> **EXERCISE BRIEF**
Reproduce the following records exactly from the line containing "Oscar Giha Alí</span>" onward, ending with the last line and including it.

> **EXCERPTED RECORDS**
___

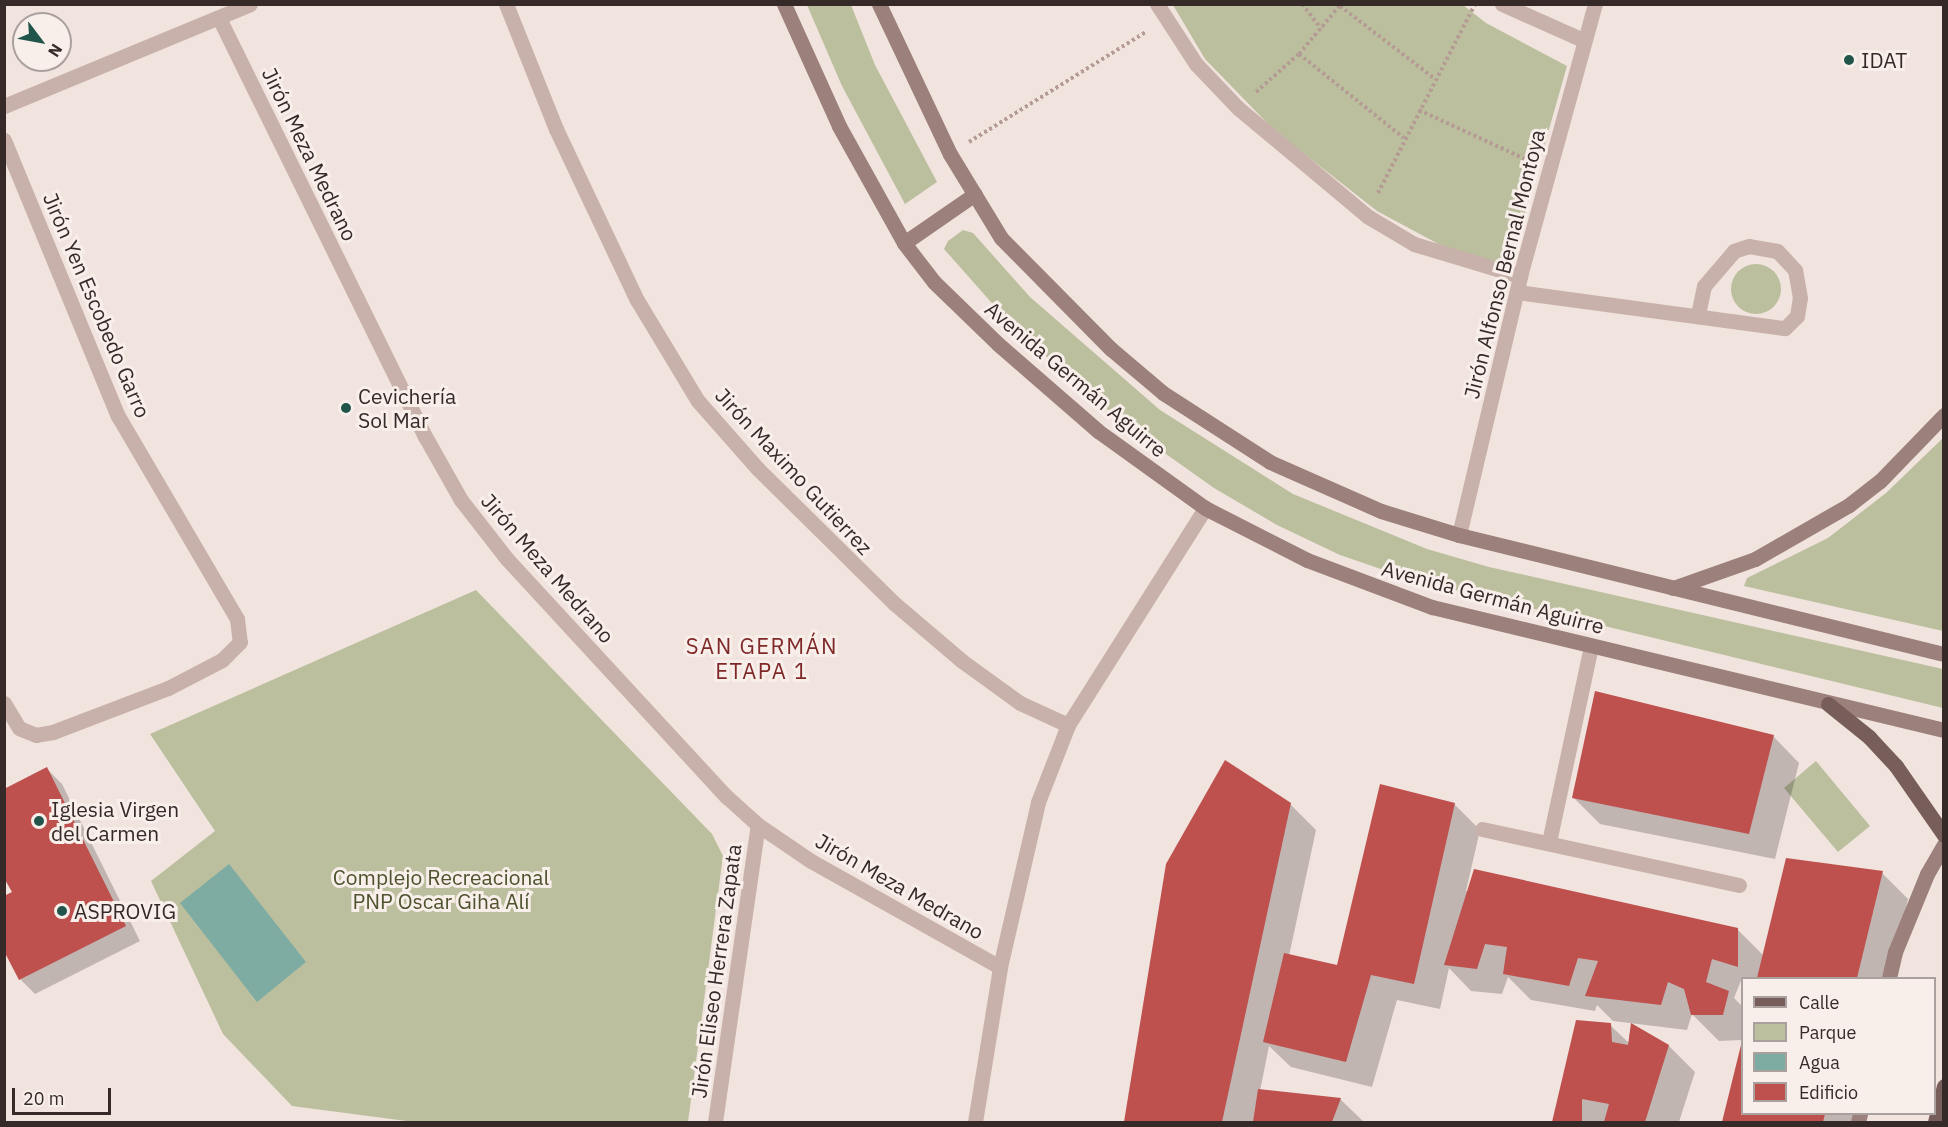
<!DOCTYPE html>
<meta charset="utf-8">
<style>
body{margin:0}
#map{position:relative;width:1948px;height:1127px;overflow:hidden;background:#f1e3dd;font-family:"IBM Plex Sans",sans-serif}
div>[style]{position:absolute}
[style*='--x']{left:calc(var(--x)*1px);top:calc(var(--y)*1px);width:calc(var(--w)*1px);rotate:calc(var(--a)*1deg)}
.green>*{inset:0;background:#bbbf9e}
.round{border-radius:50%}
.water>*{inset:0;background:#7eaca3}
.shadow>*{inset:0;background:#0003}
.building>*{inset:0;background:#be504e}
.path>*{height:4px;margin-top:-2px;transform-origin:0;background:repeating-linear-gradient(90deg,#b49b94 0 3px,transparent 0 6px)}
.service>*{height:15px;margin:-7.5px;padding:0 7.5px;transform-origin:7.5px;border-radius:7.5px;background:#c8b1aa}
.minor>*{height:15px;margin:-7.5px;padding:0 7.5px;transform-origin:7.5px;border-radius:7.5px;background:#c8b1aa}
.secondary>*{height:15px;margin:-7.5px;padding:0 7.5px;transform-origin:7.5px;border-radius:7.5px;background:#9c807b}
.primary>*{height:15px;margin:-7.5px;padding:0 7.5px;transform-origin:7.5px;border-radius:7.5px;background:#775e5b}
.dots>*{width:16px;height:16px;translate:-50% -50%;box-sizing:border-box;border:3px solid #f8eeea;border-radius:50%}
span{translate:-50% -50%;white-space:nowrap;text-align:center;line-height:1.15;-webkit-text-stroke:6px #f8eeea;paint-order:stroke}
.poi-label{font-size:21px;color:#362a29}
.left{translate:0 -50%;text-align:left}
.street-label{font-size:21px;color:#362a29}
.park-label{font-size:21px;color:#4e532e}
.neighbourhood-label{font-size:22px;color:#7f2828;letter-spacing:1.5px}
.frame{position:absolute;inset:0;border:6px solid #362a29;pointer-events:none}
.legend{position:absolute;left:1741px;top:977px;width:195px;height:138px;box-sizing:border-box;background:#f8eeea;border:2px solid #aaa09d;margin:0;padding:8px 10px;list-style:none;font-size:18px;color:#362a29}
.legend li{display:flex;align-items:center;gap:12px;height:30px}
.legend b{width:30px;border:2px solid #aaa09d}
.north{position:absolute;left:12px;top:12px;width:60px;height:60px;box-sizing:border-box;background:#f8eeea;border:2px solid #aaa09d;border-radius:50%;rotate:122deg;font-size:16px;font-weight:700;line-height:24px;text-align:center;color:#362a29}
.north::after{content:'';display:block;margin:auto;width:21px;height:27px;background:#21554c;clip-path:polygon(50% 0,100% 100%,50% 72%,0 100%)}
.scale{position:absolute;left:12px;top:1088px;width:99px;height:27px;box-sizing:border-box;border:3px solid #362a29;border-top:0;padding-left:8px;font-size:18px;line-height:21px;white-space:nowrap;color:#362a29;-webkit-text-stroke:4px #f8eeea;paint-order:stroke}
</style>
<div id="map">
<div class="green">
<div style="clip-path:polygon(807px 5px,851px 5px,875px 65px,937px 182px,905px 204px,842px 86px)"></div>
<div style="clip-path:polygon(1173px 5px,1463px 5px,1486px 23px,1567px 66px,1509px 270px,1444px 247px,1377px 211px,1275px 131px,1205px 59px)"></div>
<div style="clip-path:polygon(963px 230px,973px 233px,1030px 297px,1160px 410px,1293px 494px,1427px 549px,1489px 567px,1943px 669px,1943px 708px,1410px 579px,1340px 555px,1277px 525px,1214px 488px,1142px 437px,1077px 385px,1006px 319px,944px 249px,948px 241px)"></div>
<div class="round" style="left:1731px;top:264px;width:50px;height:50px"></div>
<div style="clip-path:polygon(1943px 438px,1943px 631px,1744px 586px,1747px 578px,1828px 538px,1886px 493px)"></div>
<div style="clip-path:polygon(476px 590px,712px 834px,723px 856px,688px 1122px,414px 1122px,292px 1106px,223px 1034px,151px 881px,215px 831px,150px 734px)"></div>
<div style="clip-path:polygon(1816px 761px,1870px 826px,1838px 852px,1784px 788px)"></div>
</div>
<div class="water">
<div style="clip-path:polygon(229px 864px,306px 962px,257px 1002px,180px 903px)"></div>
</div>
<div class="shadow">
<div style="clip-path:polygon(1773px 736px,1799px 763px,1775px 859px,1600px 824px,1574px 798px)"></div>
<div style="clip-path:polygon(47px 769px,62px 784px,140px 941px,35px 994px,20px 979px,14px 893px)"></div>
<div style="clip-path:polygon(1290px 804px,1316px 830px,1289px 956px,1338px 967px,1454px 804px,1480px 830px,1466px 891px,1738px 930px,1764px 956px,1882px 873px,1908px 899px,1889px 978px,1742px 978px,1734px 998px,1742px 1006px,1742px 1040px,1719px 1041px,1692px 1014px,1687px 1030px,1613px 1021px,1597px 1005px,1595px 1011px,1531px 1000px,1508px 977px,1502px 994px,1471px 991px,1449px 968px,1440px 1009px,1397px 1000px,1372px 1087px,1291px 1067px,1269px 1046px,1260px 1091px,1340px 1099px,1364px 1122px,1125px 1122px,1167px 864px)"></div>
<div style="clip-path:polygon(1577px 1022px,1610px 1025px,1630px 1044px,1669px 1046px,1695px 1072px,1679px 1122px,1553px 1122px)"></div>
<div style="clip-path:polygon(1742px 1044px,1742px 1114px,1857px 1114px,1855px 1122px,1724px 1122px)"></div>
</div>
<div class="building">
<div style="clip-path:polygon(1595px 691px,1774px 735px,1749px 834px,1572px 798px)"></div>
<div style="clip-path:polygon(1225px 760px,1291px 803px,1222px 1122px,1124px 1122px,1166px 864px)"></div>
<div style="clip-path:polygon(47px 767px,126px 926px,19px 980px,4px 951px,4px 896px,12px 892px,4px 878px,4px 789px)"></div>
<div style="clip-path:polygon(1380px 784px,1455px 803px,1414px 984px,1371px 975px,1346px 1062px,1263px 1042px,1284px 953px,1337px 965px)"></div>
<div style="clip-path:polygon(1786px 858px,1883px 871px,1857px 978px,1757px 978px)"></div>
<div style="clip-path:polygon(1474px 869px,1738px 928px,1738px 967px,1712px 959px,1706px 982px,1729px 991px,1723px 1015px,1691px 1015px,1684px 989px,1668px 982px,1661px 1005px,1585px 996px,1598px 961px,1578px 958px,1569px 986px,1503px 974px,1507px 947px,1485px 944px,1477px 969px,1444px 965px)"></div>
<div style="clip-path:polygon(1576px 1020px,1611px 1023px,1612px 1042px,1628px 1045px,1631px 1023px,1669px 1045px,1645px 1122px,1604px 1122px,1609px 1104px,1582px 1099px,1582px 1122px,1552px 1122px)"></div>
<div style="clip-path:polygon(1742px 1041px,1742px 1114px,1825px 1114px,1823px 1122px,1722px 1122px)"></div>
<div style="clip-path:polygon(1258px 1089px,1341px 1098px,1332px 1122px,1253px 1122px)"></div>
</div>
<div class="path">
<div style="--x:1302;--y:4;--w:31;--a:52"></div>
<div style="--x:1340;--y:6;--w:120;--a:37.5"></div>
<div style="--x:1299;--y:54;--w:134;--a:38.7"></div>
<div style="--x:1256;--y:92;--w:57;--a:-41.5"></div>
<div style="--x:1299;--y:54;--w:65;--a:-50"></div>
<div style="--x:1419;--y:110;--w:119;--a:24.8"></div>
<div style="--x:969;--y:142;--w:208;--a:-31.9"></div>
<div style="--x:1378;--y:193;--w:212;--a:-62.8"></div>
</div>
<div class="service">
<div style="--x:1482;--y:829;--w:263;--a:12.3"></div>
<div style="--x:1549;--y:842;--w:200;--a:-77.9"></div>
</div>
<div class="minor">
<div style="--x:506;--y:4;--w:135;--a:68.2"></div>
<div style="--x:556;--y:129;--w:189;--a:64.7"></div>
<div style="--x:637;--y:300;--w:118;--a:58.9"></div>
<div style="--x:698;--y:401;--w:91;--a:48.6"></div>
<div style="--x:758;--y:469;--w:192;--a:44.6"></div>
<div style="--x:895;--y:604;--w:88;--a:40.4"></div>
<div style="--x:962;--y:661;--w:72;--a:35.9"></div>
<div style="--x:1020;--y:703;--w:53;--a:24.6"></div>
<div style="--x:1157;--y:4;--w:72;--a:57"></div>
<div style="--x:1196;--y:64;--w:61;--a:46.3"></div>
<div style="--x:1238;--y:108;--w:168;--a:39.9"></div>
<div style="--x:1367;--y:216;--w:55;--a:30.8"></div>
<div style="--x:1414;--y:244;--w:111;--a:16.8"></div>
<div style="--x:1502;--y:4;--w:89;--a:24"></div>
<div style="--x:219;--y:18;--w:468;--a:63.8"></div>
<div style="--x:426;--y:438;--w:71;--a:60.6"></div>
<div style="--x:461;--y:500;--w:75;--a:52.1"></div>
<div style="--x:507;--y:559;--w:324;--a:47.3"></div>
<div style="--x:727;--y:797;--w:42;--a:42.1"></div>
<div style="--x:758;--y:825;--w:64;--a:34.2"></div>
<div style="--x:811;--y:861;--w:217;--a:29.3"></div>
<div style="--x:4;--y:106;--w:266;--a:-22.5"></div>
<div style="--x:4;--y:140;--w:299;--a:67.6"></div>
<div style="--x:118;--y:416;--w:235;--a:59.6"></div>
<div style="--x:237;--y:619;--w:23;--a:83"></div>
<div style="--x:240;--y:642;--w:25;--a:135"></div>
<div style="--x:222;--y:660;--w:61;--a:152.6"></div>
<div style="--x:168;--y:688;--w:123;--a:159.1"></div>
<div style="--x:53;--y:732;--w:17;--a:170"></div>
<div style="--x:36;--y:735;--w:18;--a:-158"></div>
<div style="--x:19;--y:728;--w:29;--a:-121"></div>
<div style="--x:1517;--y:292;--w:270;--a:7.7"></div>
<div style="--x:1785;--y:328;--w:17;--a:-45"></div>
<div style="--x:1797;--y:316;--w:18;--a:-81"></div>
<div style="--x:1800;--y:298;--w:28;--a:-100"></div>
<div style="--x:1795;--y:270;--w:26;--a:-133"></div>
<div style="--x:1777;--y:251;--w:28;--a:-170"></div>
<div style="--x:1749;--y:246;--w:16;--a:162"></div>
<div style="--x:1734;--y:251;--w:46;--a:130.6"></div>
<div style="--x:1704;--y:286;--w:30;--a:102"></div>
<div style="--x:1459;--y:535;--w:266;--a:-76.7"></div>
<div style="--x:1520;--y:276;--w:282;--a:-74.6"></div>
<div style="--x:715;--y:1122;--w:300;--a:-81.8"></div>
<div style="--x:975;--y:1122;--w:157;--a:-80.8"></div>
<div style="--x:1000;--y:967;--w:169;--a:-77"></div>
<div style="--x:1038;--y:802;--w:83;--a:-68.7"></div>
<div style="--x:1068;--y:725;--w:257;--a:-57.7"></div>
</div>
<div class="secondary">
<div style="--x:784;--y:4;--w:134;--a:65.7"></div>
<div style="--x:839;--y:126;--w:134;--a:60.9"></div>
<div style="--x:904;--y:243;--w:49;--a:52.4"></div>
<div style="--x:934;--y:282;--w:89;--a:44.1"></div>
<div style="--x:998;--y:344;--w:133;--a:41"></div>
<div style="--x:1098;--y:431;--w:132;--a:35.7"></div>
<div style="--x:1205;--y:508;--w:114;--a:27"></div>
<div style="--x:1307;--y:560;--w:134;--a:20.6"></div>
<div style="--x:1432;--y:607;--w:527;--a:13.51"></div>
<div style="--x:879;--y:4;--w:166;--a:64.7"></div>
<div style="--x:950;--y:154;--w:98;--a:58.7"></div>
<div style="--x:1001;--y:238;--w:156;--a:45.3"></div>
<div style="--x:1111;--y:349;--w:68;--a:40.2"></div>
<div style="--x:1163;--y:393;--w:127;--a:32.8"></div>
<div style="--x:1270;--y:462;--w:121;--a:23.8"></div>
<div style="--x:1381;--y:511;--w:82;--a:17.1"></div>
<div style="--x:1459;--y:535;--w:499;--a:13.8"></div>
<div style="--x:904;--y:243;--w:86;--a:-34.6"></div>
<div style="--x:1673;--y:588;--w:87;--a:-19.5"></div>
<div style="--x:1755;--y:559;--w:108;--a:-29.9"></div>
<div style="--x:1849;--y:505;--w:39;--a:-38"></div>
<div style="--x:1880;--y:481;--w:92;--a:-45.9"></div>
<div style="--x:1889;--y:978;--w:27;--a:-77"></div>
<div style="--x:1895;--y:952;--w:84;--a:-67.7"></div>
<div style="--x:1927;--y:874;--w:34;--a:-60"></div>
<div style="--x:1858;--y:1122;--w:8;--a:-76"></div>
</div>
<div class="primary">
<div style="--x:1828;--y:704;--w:53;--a:38.8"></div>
<div style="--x:1869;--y:737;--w:40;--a:47"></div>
<div style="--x:1896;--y:766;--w:84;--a:55.2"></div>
<div style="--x:1935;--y:1122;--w:37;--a:-76"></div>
</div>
<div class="dots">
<div style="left:1849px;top:60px;background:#21554c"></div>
<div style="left:346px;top:408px;background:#21554c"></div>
<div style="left:39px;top:821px;background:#21554c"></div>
<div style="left:62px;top:911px;background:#21554c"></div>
</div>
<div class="poi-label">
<span class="left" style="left:1861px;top:60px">IDAT</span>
<span class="left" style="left:358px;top:408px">Cevichería<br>Sol Mar</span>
<span class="left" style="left:51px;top:821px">Iglesia Virgen<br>del Carmen</span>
<span class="left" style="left:74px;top:911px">ASPROVIG</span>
</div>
<div class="street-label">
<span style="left:310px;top:154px;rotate:64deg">Jirón Meza Medrano</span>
<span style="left:1504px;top:264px;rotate:-76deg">Jirón Alfonso Bernal Montoya</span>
<span style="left:97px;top:305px;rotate:67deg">Jirón Yen Escobedo Garro</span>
<span style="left:1076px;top:379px;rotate:40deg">Avenida Germán Aguirre</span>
<span style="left:794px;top:471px;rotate:47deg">Jirón Maximo Gutierrez</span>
<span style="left:548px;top:568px;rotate:49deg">Jirón Meza Medrano</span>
<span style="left:1493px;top:597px;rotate:15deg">Avenida Germán Aguirre</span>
<span style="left:900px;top:886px;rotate:30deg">Jirón Meza Medrano</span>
<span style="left:716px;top:971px;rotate:-82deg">Jirón Eliseo Herrera Zapata</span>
</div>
<div class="park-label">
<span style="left:441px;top:889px">Complejo Recreacional<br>PNP Oscar Giha Alí</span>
</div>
<div class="neighbourhood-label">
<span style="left:762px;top:658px">SAN GERMÁN<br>ETAPA 1</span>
</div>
<div class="frame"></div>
<ul class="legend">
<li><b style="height:8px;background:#775e5b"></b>Calle</li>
<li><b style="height:16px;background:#bbbf9e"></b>Parque</li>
<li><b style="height:16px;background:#7eaca3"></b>Agua</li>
<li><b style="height:16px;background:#be504e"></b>Edificio</li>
</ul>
<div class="north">N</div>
<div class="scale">20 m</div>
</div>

___

> **WRITTEN ANSWER**
<span style="left:441px;top:889px">Complejo Recreacional<br>PNP Oscar Giha Alí</span>
</div>
<div class="neighbourhood-label">
<span style="left:762px;top:658px">SAN GERMÁN<br>ETAPA 1</span>
</div>
<div class="frame"></div>
<ul class="legend">
<li><b style="height:8px;background:#775e5b"></b>Calle</li>
<li><b style="height:16px;background:#bbbf9e"></b>Parque</li>
<li><b style="height:16px;background:#7eaca3"></b>Agua</li>
<li><b style="height:16px;background:#be504e"></b>Edificio</li>
</ul>
<div class="north">N</div>
<div class="scale">20 m</div>
</div>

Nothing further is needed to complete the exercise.